• **INSTRUCTIONS FOR THE TASK**:
Which lines in the entries below contain the string "direction"? Show each of them in full.

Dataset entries
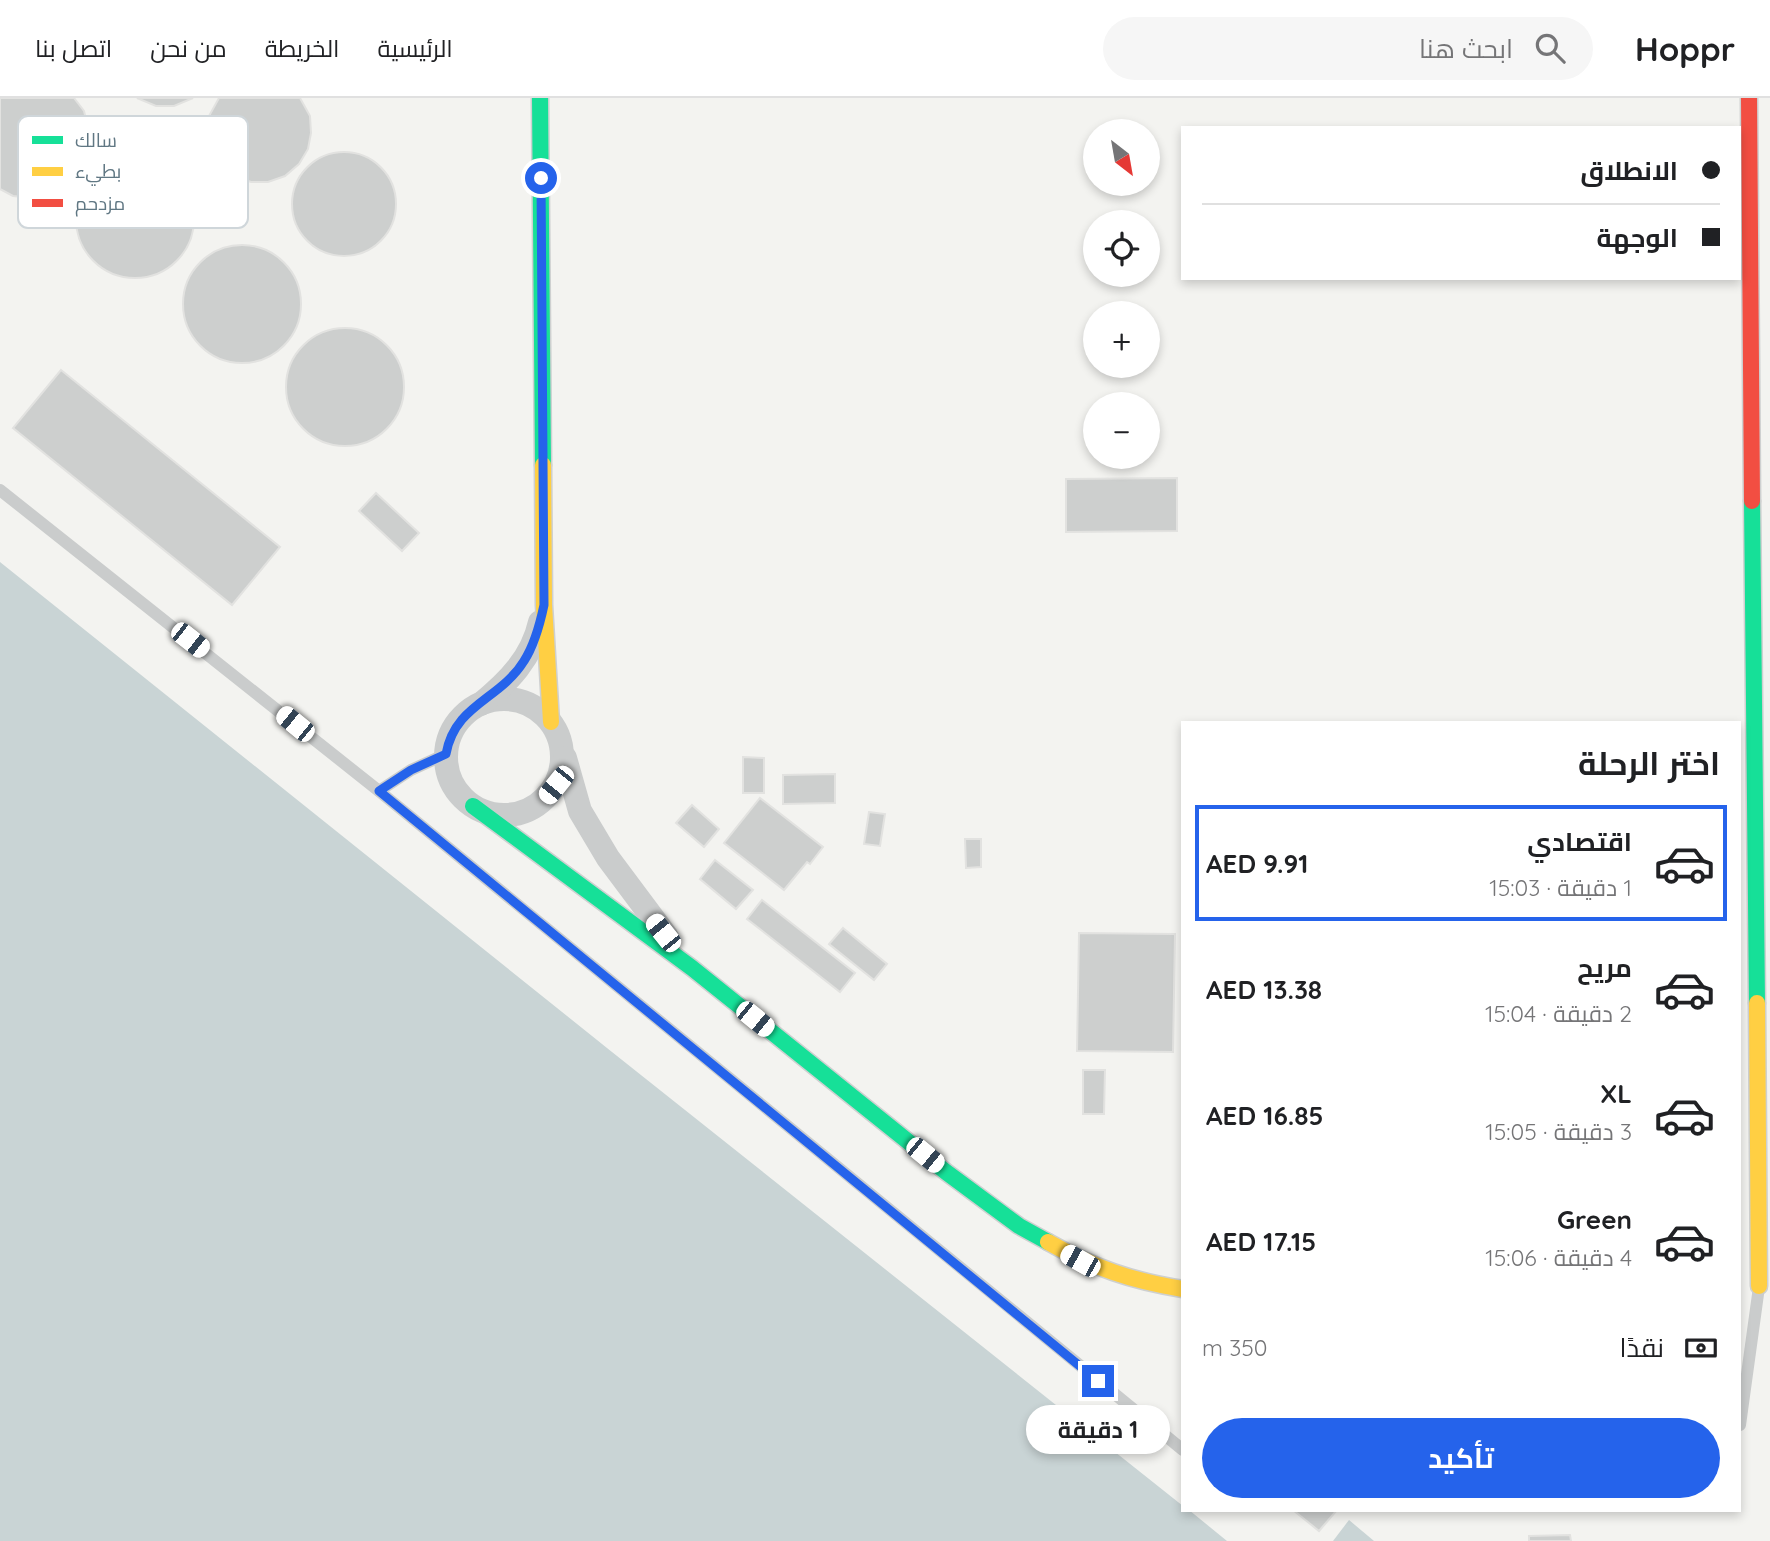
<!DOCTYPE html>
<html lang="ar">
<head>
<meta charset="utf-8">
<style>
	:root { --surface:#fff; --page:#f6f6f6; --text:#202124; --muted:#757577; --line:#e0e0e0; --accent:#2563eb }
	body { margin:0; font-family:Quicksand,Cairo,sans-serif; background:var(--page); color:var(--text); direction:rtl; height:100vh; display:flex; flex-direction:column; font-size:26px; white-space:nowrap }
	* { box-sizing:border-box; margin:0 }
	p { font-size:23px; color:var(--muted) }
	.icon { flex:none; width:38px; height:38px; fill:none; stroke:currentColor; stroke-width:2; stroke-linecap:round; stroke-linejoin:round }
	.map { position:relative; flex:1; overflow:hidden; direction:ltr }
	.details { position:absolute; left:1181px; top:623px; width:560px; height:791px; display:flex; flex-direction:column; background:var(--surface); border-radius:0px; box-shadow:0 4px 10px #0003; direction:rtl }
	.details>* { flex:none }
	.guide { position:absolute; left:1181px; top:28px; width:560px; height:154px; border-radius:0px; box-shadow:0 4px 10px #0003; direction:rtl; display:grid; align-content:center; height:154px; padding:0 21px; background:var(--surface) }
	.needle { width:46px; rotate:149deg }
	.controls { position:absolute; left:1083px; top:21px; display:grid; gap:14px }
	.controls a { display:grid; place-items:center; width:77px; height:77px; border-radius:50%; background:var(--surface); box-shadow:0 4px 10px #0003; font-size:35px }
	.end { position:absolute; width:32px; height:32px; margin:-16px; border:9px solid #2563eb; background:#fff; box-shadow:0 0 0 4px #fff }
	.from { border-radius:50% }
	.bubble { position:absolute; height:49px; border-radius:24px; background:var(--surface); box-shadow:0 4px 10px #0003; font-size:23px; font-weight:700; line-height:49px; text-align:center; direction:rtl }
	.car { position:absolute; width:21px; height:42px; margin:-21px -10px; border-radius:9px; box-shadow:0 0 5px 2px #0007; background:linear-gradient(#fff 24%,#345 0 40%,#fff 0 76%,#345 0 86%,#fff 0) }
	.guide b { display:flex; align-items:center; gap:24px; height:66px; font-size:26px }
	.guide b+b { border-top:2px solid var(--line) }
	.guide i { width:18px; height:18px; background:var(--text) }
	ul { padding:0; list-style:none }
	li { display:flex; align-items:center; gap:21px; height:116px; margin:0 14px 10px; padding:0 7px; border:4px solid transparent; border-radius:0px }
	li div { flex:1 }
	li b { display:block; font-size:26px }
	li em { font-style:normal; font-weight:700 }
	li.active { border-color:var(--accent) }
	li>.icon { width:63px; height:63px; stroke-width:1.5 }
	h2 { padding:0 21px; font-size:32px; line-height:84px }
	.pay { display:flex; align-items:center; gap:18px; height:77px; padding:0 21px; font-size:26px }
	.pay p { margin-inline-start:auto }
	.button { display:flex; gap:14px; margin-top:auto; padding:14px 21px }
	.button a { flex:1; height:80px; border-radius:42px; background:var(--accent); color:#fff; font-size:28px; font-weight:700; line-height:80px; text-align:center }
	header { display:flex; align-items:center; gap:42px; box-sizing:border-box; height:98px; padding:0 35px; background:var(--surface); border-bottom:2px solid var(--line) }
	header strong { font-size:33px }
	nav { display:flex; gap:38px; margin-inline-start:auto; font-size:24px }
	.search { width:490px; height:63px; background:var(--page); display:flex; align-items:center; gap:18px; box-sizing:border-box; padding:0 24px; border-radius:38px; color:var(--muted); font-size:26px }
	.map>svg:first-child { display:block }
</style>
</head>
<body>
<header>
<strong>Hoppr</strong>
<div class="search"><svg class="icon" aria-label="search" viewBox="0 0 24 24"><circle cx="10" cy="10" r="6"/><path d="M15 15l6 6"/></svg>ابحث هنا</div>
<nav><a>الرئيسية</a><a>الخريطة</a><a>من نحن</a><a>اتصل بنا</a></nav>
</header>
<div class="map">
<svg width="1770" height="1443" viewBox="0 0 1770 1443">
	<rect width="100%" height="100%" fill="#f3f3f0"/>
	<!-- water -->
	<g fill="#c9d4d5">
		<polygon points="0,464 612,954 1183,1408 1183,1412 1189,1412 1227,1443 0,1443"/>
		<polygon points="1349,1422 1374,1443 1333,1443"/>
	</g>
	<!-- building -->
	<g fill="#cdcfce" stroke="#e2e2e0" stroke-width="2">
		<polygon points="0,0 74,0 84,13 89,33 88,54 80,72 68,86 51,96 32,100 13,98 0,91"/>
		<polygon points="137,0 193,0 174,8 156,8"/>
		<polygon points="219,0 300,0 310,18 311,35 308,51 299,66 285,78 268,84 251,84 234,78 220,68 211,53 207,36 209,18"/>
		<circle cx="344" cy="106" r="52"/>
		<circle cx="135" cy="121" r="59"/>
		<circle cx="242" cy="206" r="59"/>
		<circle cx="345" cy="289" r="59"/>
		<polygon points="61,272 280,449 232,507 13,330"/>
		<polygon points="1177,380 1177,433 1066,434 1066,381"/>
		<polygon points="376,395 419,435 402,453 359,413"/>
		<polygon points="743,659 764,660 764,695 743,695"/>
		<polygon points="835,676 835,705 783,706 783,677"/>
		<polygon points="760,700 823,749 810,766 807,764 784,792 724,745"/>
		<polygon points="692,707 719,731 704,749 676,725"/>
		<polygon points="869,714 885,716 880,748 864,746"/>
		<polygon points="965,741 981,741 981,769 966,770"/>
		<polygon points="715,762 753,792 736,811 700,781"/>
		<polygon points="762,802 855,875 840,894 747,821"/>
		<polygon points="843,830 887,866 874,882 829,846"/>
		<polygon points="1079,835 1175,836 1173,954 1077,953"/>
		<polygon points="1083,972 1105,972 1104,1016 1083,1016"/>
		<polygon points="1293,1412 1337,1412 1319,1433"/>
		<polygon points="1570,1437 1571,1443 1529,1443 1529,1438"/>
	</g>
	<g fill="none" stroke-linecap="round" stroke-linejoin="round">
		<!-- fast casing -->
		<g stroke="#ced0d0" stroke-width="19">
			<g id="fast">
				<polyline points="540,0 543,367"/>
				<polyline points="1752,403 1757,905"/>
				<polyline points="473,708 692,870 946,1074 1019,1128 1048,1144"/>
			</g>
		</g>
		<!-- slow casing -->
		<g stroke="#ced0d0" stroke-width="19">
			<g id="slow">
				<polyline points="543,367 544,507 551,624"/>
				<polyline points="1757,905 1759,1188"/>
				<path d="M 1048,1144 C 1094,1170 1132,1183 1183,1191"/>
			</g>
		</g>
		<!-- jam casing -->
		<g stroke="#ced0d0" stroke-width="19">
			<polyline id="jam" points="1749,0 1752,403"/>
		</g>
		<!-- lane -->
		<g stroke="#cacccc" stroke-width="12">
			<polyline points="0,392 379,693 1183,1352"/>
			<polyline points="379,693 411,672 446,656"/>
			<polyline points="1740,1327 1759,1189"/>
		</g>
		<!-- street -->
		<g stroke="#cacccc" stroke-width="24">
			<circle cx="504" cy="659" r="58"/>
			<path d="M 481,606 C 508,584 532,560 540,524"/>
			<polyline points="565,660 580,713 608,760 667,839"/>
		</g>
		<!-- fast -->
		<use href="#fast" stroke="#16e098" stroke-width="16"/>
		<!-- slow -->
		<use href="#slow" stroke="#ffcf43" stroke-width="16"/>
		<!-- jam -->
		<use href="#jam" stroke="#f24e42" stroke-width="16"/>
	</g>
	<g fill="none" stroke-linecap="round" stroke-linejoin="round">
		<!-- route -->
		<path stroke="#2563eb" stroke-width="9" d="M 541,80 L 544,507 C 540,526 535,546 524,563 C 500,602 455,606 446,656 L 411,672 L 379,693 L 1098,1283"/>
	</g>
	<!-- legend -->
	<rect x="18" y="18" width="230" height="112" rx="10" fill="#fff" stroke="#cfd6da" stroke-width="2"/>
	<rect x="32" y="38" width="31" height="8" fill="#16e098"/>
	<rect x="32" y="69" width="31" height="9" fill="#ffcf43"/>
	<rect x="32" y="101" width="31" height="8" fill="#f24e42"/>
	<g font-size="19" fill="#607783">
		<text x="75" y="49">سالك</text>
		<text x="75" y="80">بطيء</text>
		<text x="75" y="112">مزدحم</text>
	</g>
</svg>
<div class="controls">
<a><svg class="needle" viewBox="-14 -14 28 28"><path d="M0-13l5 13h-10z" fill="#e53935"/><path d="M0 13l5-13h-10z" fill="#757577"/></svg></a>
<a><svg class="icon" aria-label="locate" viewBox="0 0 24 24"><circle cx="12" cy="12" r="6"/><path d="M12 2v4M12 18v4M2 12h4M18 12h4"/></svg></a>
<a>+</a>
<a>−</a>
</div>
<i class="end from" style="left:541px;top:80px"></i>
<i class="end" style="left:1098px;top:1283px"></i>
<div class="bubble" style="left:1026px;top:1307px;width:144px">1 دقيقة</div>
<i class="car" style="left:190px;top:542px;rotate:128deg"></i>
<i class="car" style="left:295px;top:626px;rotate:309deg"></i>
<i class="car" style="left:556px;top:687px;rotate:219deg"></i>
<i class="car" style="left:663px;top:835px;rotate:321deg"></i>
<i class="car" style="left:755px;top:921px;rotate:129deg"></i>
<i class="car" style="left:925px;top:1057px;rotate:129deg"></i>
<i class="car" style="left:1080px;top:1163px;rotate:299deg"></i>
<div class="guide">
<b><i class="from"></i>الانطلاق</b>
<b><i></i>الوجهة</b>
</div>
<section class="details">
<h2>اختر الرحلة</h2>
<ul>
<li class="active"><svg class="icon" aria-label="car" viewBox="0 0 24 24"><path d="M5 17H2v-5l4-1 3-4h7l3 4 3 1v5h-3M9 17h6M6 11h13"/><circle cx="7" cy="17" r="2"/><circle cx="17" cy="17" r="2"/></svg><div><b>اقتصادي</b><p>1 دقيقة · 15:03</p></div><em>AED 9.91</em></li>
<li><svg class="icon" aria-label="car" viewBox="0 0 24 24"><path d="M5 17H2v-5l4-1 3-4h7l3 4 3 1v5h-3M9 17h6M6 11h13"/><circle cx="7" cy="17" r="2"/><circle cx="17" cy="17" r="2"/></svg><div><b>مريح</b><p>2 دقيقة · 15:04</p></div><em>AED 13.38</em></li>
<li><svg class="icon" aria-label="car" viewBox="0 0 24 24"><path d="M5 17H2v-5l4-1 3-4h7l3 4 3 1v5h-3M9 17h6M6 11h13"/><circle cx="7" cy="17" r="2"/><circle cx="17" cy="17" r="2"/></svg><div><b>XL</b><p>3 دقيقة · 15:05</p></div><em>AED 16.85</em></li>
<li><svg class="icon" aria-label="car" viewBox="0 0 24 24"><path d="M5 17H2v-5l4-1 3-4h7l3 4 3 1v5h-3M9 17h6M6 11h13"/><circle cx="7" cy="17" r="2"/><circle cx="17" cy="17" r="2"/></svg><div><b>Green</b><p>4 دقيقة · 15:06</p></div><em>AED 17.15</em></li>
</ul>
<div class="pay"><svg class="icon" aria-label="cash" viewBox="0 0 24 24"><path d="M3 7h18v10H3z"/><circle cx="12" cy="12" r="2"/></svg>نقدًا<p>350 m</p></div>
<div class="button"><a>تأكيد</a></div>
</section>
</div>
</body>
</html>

• **RESPONSE TO THE TASK**:
	body { margin:0; font-family:Quicksand,Cairo,sans-serif; background:var(--page); color:var(--text); direction:rtl; height:100vh; display:flex; flex-direction:column; font-size:26px; white-space:nowrap }
	.map { position:relative; flex:1; overflow:hidden; direction:ltr }
	.details { position:absolute; left:1181px; top:623px; width:560px; height:791px; display:flex; flex-direction:column; background:var(--surface); border-radius:0px; box-shadow:0 4px 10px #0003; direction:rtl }
	.guide { position:absolute; left:1181px; top:28px; width:560px; height:154px; border-radius:0px; box-shadow:0 4px 10px #0003; direction:rtl; display:grid; align-content:center; height:154px; padding:0 21px; background:var(--surface) }
	.bubble { position:absolute; height:49px; border-radius:24px; background:var(--surface); box-shadow:0 4px 10px #0003; font-size:23px; font-weight:700; line-height:49px; text-align:center; direction:rtl }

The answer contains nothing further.